Kino Lorber first released Killer's Edge on Blu-ray in 2015. The new Sandpiper Pictures BD appears to offer the same 1080p/AVC-encoded transfer, though I noticed some compression artifacting my colleague didn't mention, which might suggest a slightly more problematic presentation than previously available. Softness is still prevalent throughout the picture, more a product of the original cinematography than anything more concerning, but a distraction of note. Detail follows suit, though there are quite a number of shots that feature nicely textured closeups and clean edge definition. At least edge halos aren't out in force, despite the presence of some minor sharpening here and there, and delineation is pretty good, allowing decent visibility in the shadows when the film gets literal with its darkness. Color and contrast is the highlight of the presentation, with a subdued but lifelike palette populated with lush greens and earthtones, spot-on saturation, some welcome pop to primaries, convincing skin tones, and satisfying black levels. Grain is also present throughout the film, but it has a chunky Campbell's soup appearance that suggests a remaster might go a long way to improving matters. Print specks only underline the need for another go-round. I'd drop the score to from Brian's 3.5 to a 3.25. Since I don't have quarter points, though, I went with a 3.0, which admittedly may be a touch harsh.  


River's Edge Blu-ray Movie, Audio Quality  4.0 of 5

"What would you do, kill me? You'd love that, I'll bet. You and John could run off and be outlaws together. But first, to show off to your friends, strap my dead body to the top of your car and drive all over town."

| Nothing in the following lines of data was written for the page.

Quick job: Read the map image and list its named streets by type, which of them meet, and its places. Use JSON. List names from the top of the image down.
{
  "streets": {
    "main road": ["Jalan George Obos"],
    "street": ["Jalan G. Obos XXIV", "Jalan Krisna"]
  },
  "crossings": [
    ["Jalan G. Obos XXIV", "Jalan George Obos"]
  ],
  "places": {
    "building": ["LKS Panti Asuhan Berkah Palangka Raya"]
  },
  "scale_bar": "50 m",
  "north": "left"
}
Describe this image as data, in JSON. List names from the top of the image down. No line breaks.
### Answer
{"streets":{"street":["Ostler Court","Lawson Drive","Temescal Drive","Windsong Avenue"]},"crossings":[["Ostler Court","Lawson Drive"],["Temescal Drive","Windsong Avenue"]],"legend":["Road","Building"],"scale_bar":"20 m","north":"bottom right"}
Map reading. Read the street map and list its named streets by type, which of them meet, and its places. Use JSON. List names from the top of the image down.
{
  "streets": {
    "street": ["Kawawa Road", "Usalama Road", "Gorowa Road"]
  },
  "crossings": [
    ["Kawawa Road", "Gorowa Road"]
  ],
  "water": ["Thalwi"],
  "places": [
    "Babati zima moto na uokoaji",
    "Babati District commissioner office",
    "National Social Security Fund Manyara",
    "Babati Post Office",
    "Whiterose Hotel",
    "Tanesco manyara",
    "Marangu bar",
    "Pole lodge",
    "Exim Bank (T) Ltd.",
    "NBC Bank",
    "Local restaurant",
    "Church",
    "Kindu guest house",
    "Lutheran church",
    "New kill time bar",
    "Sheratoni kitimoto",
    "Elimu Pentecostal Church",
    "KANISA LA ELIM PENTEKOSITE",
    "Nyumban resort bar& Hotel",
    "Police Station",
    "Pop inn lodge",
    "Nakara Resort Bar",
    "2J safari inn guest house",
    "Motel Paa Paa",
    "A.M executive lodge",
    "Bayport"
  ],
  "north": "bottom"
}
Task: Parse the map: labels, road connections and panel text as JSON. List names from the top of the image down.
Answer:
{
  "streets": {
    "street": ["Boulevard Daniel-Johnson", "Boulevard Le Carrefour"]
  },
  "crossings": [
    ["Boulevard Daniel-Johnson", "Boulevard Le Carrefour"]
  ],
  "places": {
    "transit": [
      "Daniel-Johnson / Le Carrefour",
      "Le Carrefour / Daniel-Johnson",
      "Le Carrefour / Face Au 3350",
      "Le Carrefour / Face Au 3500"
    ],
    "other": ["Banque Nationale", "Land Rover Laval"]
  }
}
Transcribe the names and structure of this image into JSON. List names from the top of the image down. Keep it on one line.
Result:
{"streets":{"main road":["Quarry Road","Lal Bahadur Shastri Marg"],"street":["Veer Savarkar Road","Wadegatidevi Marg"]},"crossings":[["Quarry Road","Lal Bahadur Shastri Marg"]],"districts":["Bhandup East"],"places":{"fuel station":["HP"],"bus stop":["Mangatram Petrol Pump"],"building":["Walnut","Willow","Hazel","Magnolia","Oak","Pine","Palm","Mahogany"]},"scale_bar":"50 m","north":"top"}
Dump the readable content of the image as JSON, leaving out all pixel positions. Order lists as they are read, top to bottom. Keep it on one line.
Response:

River's Edge returns with a DTS-HD Master Audio 2.0 track that does a fine job with the soundscape its given. Dialogue is intelligible, voices are clean and carefully prioritized, the film's score never overwhelms, and more impactful effects are given decent weight and presence, even without any LFE channel support. As Brian noted in his 2015 review of the Kino Lorber review, there is some air hiss in select scenes. It's era-specific and arguably enhances the docudrama "feel" of the film, but it would no doubt be eliminated in a modern remastering, so no mercy there.


River's Edge Blu-ray Movie, Special Features and Extras  0.5 of 5

Sandpiper Pictures' Blu-ray release of River's Edge doesn't include the audio commentary featured on the 2015 Kino Lorber edition. It only includes the film's theatrical trailer.


River's Edge Blu-ray Movie, Overall Score and Recommendation  3.0 of 5

"This is like some f**kin' movie. Friends since second grade, f**kin' like this. And then one of us gets himself in potentially big trouble, and now we've gotta deal with it. We've got to test our loyalty against all odds. It's kind of... exciting. I feel like Chuck Norris, y'know?"

Kids Breaking Bad has been the subject of many a film, with River's Edge fitting snuggly between a slew of misguided melodramas and a handful of classics, losing its way in its grasp for greatness but never fumbling so much that it fails altogether. It's more interesting for its young cast and early Keanu Reeves performance than much else, although Dennis Hopper is on hand to flex his weirdo vibe and indulge in his delightful brand of overacting. Sandpiper's Blu-ray is something of a mixed bag too, with a merely decent video presentation, solid lossless audio, and a lack of extras; a shame considering an audio commentary from previous releases is floating in the void out there somewhere.